Unfortunately, the system was accompanied by negative consequences, such as the concentration of people in towns, in unhealthy houses with little water supply and sanitation, which occasionally led to cholera.
The middle class most benefited from the new situation, so it increased in power and took over the reins of the government. On the other hand, however, there was a part of society which still lived in miserable conditions.
Victoria’s reign can be roughly divided into three periods:
Early Victorianism (1837-1850) – influenced by the ideals of American and French revolutions, Britain carried out a gradual democratization of government and society
Mid-Victorianism (1850 – 1870) – its climax was the International Exhibition of 1851.

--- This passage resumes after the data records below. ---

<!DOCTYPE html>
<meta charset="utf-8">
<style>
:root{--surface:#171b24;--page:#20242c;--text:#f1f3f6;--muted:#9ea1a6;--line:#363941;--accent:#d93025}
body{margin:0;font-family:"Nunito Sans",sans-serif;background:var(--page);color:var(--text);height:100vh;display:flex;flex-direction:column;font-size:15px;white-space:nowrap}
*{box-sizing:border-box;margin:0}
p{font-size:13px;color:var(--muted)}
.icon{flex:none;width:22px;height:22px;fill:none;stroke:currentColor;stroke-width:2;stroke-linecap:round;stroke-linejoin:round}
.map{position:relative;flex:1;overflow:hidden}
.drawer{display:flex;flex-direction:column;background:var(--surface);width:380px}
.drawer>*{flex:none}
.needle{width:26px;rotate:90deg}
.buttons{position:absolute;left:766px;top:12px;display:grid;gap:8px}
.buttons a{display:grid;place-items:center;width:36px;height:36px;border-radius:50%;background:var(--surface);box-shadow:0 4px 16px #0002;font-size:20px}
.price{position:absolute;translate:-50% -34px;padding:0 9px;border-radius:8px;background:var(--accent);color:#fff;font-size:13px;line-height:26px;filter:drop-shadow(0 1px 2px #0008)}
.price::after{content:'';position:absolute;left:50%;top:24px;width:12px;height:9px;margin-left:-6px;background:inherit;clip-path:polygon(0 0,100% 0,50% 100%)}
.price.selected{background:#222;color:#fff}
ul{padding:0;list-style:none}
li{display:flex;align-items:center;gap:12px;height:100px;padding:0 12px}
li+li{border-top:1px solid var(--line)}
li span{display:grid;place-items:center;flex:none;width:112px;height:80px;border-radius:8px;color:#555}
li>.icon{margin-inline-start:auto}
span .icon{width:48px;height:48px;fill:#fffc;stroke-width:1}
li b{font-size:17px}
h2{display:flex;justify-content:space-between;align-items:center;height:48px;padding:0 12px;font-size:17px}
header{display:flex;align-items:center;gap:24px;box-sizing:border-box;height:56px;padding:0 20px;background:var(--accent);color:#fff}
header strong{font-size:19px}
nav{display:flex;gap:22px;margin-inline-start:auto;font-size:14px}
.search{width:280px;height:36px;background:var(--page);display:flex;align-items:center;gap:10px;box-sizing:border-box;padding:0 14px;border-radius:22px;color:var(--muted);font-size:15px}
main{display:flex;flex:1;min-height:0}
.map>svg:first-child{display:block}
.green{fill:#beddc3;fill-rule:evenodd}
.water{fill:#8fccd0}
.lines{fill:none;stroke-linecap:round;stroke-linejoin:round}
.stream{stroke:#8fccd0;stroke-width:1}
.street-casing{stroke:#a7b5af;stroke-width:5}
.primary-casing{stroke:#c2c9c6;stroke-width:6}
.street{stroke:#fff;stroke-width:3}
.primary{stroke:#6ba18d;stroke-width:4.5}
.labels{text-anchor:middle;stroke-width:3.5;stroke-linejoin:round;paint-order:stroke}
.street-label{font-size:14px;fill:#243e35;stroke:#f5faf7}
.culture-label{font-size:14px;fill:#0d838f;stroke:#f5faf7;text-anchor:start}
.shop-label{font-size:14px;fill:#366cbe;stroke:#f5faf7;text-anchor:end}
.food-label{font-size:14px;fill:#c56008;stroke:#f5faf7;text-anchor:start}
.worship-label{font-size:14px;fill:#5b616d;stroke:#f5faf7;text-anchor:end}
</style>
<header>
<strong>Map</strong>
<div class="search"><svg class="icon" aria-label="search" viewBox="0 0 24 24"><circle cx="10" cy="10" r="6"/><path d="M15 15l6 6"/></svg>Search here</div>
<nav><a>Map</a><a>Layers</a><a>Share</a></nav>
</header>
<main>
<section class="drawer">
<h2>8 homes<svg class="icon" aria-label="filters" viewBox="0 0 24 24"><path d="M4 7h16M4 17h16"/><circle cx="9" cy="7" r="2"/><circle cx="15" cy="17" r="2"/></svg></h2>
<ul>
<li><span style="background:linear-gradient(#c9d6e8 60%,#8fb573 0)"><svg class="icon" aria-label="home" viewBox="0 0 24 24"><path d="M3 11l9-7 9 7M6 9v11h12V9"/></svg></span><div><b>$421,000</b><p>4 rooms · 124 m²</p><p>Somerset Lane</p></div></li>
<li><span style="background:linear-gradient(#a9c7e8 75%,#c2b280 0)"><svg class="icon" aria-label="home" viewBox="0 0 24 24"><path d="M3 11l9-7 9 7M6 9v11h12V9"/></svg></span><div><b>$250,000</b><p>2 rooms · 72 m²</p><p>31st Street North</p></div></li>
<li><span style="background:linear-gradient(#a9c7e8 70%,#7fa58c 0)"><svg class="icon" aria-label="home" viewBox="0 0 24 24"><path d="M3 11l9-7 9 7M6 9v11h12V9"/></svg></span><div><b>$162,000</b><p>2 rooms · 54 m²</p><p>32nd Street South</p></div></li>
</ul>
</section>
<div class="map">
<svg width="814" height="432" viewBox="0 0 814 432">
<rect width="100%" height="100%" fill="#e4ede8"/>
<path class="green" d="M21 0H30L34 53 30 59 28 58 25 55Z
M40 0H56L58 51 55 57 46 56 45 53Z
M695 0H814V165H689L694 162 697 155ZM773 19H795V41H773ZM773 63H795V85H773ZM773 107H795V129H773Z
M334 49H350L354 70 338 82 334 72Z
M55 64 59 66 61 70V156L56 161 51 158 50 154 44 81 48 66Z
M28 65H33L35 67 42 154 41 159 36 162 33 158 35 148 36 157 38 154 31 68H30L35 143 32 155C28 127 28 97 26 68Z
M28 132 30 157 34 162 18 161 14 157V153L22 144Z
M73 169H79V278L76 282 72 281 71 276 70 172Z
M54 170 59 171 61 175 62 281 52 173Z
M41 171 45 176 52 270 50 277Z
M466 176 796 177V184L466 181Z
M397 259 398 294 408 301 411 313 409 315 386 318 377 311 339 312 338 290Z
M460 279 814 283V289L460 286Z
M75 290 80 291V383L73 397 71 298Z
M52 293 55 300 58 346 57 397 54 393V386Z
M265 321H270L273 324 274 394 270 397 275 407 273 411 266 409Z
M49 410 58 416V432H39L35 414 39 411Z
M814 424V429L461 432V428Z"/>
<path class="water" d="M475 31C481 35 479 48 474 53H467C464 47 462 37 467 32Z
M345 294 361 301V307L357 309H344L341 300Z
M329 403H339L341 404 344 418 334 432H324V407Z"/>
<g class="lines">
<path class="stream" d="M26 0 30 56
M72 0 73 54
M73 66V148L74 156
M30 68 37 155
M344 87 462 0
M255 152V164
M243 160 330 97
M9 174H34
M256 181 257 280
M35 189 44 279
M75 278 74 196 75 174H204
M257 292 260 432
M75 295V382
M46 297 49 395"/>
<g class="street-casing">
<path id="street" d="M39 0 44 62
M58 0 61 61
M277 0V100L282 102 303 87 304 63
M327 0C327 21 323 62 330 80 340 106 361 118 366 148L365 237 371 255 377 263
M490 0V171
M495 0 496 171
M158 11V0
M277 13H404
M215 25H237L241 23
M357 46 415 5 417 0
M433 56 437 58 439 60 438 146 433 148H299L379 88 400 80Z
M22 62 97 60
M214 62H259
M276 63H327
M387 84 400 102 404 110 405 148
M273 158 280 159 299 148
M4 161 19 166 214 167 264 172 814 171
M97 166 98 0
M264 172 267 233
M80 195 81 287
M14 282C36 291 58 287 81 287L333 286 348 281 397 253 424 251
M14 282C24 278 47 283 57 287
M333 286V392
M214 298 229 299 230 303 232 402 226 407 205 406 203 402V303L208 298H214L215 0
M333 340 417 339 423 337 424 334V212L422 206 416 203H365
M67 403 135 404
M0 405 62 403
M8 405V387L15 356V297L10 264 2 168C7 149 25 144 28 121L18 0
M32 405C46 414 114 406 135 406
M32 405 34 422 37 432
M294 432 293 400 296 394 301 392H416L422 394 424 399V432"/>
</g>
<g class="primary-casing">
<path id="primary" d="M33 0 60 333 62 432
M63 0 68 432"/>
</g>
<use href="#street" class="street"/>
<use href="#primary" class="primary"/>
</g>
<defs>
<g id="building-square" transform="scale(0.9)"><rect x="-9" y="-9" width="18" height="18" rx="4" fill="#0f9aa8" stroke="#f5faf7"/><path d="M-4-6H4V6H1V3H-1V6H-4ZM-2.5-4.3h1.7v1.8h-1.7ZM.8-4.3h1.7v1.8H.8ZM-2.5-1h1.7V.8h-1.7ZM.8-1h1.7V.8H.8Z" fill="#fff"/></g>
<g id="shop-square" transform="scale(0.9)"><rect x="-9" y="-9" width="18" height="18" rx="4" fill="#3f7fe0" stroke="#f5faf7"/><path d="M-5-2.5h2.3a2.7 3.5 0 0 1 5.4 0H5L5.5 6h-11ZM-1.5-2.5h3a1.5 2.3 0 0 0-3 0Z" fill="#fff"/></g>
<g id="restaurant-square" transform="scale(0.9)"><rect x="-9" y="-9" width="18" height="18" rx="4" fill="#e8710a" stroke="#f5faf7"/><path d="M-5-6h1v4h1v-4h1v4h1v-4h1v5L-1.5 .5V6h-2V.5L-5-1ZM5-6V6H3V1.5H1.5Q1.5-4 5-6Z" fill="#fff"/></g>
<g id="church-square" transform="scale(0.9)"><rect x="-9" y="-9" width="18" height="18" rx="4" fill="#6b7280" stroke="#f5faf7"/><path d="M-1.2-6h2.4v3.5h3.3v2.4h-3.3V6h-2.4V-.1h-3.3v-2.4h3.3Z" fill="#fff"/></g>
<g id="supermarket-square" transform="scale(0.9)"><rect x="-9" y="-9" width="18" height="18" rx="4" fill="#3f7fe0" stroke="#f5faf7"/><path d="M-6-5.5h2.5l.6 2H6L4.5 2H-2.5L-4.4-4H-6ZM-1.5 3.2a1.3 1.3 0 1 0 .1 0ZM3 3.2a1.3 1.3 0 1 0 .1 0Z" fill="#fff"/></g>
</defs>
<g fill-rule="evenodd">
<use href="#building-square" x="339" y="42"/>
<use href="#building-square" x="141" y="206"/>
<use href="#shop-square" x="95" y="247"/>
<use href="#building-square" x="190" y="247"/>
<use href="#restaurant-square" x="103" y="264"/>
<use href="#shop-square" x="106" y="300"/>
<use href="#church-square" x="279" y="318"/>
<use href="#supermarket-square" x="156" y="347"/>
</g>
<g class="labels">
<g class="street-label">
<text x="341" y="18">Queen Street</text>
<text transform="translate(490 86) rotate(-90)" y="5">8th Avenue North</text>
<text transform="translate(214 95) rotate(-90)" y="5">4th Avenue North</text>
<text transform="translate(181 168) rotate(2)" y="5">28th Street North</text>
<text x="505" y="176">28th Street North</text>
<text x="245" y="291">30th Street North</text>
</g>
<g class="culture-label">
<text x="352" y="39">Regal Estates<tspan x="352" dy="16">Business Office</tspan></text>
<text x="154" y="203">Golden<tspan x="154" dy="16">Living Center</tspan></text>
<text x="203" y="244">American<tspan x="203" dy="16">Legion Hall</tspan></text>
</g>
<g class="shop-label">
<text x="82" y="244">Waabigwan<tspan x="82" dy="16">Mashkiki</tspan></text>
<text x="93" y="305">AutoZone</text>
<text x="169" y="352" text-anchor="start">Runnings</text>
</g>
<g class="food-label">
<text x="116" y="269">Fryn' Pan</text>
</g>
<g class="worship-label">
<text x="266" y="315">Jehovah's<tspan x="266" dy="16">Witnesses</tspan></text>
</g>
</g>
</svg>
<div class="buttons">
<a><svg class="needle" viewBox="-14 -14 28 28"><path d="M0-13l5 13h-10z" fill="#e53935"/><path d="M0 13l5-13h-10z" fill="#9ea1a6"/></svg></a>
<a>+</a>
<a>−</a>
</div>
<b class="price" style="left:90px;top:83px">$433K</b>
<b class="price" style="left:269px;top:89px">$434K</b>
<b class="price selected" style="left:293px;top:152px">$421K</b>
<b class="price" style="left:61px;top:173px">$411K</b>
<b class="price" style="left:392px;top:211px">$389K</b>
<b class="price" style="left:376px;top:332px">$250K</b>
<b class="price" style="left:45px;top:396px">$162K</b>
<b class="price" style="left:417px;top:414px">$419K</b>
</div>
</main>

Through its industrial and naval power, its natural resources, financial stability, reforms and moral code, Britain attained pre-eminence in Late Victorianism (1870 – 1901) – Britain’s supremacy began to be threatened by new aggressive nationalisms and new political, economic and social forces.

Socio-economic Background

The Victorian Age was a complex period, marked by political, social and religious unrest, which brought about remarkable changes.
England was being transformed from a rural country to an industrial one. The Second Industrial Revolution soon led to a rapid growth of wealth and prosperity and to a great sense of self-satisfaction. The major event which illustrated the progress of the country was the Great Exhibition of the Works of Industry of All Nations held in 1851.